The question we've been talking about centers on the proper way to create a privacy-preserving IoT infrastructure.  Ashutosh has begun to argue that the problem forces you to think in terms of hierarchical scopes: data that lives within scopes, and is only exported in aggregated forms that preserve anonymity.  He also favors distributed AI computations, again scoped in a privacy-preserving manner.  The Caspar platform, which employs this approach, is really an IoT edge operating system, and the entire structure is hierarchical, which is something I haven't seen previously (perhaps I shouldn't be surprised, because David Cheriton, a leading operating systems researcher, has been very actively involved in the design).

Ashutosh reached this perspective after years of work on robotics.    The connection to hierarchy arises because a robot often has distinct subsystems:  when designing a robotic algorithm one trains machine-learned models to solve subtasks such as motion planning, gripping objects, or reorienting a camera to get a better perspective on a scene.  This makes it natural for Ashutosh to view smart homes, multi-building developments and cities as scaled up instances of that same robotic model.
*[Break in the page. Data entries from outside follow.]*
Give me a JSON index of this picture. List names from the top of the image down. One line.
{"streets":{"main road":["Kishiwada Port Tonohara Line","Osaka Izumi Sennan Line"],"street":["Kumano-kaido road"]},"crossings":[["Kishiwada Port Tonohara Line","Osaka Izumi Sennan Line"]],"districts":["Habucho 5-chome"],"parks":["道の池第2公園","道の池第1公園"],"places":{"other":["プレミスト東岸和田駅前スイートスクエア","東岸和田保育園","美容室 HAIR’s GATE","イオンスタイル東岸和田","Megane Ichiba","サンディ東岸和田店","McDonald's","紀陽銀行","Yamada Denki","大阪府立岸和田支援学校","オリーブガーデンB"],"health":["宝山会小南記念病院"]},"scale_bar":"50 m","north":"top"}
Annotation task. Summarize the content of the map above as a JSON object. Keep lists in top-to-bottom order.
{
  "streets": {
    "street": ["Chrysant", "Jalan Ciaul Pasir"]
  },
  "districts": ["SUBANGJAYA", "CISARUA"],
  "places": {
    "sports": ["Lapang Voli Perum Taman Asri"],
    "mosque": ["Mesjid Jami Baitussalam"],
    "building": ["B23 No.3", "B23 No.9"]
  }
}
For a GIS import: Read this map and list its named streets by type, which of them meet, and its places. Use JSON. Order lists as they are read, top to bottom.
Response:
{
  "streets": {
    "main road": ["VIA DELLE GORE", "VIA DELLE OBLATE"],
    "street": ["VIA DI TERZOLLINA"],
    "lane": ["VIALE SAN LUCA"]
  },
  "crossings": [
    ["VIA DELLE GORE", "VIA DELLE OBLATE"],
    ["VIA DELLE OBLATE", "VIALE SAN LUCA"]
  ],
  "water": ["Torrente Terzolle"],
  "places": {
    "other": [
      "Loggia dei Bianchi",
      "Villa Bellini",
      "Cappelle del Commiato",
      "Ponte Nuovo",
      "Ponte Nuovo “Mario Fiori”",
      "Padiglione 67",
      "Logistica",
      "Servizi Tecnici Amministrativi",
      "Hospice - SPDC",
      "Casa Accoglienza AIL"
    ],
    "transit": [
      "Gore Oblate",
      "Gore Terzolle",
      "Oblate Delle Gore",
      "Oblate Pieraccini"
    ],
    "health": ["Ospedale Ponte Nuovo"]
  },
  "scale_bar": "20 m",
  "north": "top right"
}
Interestingly, this hierarchical perspective is a significant departure from today's norm in smart home technologies.  Perhaps because the cloud itself hasn't favored edge computing, especially for ML, there has been a tendency to think of smart homes and similar structures as a single big infrastructure with lots of sensors, lots of data flowing in, and then some form of scalable big-data analytic platform like Spark/Databricks on which you train your models and run inference tasks, perhaps in huge batches.  Without question, this how most AI solutions work today: Google maps, Facebook's TAO social networking infrastructure, etc.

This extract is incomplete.